WORK TASK »
For the material below, the sole required output is the number of lines that include "SMAN".

=== Section Start ===

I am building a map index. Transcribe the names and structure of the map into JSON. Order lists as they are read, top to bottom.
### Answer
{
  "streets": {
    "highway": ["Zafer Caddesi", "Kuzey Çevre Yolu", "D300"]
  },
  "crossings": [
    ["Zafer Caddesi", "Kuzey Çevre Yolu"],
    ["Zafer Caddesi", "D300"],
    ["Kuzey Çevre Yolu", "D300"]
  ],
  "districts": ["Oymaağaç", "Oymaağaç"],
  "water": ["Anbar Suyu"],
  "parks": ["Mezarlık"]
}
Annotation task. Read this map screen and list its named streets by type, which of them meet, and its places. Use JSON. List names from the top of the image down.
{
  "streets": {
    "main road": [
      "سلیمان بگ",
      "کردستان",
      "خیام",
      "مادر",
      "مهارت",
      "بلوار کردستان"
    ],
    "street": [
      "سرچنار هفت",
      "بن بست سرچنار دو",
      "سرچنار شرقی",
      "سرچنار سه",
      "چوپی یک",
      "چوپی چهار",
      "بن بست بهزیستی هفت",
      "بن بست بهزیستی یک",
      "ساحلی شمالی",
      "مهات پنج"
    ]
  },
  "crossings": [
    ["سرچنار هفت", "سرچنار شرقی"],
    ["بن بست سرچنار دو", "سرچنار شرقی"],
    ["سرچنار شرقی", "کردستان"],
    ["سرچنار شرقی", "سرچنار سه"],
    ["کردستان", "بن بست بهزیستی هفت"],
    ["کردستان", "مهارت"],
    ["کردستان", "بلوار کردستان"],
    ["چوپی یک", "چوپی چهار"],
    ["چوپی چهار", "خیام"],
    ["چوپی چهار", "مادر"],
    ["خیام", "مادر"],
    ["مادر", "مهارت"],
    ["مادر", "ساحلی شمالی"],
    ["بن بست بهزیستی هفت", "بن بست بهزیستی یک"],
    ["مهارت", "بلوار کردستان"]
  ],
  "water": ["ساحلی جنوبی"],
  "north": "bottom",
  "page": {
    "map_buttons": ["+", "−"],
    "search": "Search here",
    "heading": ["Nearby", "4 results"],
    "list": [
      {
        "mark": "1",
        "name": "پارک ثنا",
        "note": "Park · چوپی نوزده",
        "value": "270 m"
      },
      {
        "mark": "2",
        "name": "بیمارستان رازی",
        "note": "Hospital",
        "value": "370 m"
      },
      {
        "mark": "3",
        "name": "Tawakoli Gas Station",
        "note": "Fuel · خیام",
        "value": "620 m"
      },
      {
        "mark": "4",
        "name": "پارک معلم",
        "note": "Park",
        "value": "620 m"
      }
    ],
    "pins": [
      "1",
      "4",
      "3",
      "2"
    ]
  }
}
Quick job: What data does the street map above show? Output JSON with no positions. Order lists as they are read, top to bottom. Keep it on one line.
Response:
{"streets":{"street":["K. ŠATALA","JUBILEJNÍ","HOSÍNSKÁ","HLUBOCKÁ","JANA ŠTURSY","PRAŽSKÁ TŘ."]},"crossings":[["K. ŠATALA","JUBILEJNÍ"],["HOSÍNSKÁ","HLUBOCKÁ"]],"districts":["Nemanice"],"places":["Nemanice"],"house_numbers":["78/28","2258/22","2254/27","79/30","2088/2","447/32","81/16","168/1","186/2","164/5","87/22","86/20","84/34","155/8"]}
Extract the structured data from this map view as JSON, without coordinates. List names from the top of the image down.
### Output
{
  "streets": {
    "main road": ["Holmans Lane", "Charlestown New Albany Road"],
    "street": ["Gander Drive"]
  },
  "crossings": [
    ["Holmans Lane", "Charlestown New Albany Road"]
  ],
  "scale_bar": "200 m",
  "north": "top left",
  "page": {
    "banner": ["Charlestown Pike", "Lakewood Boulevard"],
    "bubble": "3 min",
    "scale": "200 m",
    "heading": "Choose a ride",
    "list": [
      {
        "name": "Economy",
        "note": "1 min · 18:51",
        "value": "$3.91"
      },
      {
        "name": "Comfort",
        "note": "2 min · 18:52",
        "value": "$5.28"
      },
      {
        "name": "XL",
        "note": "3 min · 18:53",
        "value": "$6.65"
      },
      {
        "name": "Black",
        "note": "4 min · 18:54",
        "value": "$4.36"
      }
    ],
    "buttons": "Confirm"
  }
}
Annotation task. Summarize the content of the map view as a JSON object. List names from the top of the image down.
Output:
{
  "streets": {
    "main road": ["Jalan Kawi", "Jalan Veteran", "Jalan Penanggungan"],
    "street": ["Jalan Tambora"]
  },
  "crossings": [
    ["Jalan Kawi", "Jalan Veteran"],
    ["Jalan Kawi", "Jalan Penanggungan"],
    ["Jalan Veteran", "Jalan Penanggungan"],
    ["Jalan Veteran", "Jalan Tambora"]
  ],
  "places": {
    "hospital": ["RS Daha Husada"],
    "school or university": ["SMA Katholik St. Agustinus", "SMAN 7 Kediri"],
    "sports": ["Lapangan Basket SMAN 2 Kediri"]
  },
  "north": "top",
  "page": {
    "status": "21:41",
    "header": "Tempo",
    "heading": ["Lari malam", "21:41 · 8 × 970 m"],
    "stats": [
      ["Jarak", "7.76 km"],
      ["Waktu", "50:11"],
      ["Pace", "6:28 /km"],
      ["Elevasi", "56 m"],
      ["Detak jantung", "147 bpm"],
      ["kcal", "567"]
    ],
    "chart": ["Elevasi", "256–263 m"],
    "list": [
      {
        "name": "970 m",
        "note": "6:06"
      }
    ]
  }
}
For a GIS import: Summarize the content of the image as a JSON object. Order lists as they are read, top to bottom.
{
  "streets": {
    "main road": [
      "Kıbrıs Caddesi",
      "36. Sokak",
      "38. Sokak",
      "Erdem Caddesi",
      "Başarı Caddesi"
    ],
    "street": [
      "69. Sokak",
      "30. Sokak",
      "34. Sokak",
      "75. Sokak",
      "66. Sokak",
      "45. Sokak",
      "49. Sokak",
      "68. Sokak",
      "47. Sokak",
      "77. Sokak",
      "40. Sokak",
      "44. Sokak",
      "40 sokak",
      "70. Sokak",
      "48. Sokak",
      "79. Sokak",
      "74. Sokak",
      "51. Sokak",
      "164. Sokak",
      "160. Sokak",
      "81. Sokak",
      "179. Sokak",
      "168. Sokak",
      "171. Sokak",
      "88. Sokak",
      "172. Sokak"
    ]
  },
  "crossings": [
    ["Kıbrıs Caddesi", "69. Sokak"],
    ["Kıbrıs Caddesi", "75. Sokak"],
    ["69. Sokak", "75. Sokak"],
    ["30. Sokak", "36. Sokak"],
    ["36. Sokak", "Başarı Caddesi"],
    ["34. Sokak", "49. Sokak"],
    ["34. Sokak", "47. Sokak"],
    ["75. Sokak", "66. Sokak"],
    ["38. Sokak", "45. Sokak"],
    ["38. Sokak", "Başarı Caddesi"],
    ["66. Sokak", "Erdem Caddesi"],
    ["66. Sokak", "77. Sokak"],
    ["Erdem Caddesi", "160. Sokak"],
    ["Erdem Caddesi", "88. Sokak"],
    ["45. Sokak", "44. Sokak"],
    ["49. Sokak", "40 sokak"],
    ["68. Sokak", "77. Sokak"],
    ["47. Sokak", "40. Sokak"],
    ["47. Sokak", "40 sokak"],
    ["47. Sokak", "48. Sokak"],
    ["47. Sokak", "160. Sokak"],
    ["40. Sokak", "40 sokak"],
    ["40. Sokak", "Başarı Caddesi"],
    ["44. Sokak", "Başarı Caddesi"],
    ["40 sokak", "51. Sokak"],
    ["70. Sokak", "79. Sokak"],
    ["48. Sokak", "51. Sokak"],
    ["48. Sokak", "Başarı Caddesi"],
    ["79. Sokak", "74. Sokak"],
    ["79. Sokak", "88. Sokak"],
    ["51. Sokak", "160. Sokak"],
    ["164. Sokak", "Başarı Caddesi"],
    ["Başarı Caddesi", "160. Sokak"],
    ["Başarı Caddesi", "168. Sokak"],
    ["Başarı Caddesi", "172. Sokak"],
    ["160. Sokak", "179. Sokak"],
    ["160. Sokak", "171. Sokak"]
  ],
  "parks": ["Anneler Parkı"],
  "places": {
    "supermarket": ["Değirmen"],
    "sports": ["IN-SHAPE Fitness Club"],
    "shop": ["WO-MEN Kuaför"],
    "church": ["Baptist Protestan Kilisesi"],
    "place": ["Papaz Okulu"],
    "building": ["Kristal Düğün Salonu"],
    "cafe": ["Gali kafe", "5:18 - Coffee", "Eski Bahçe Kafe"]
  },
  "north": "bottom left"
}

=== Section End ===

REPLY »
2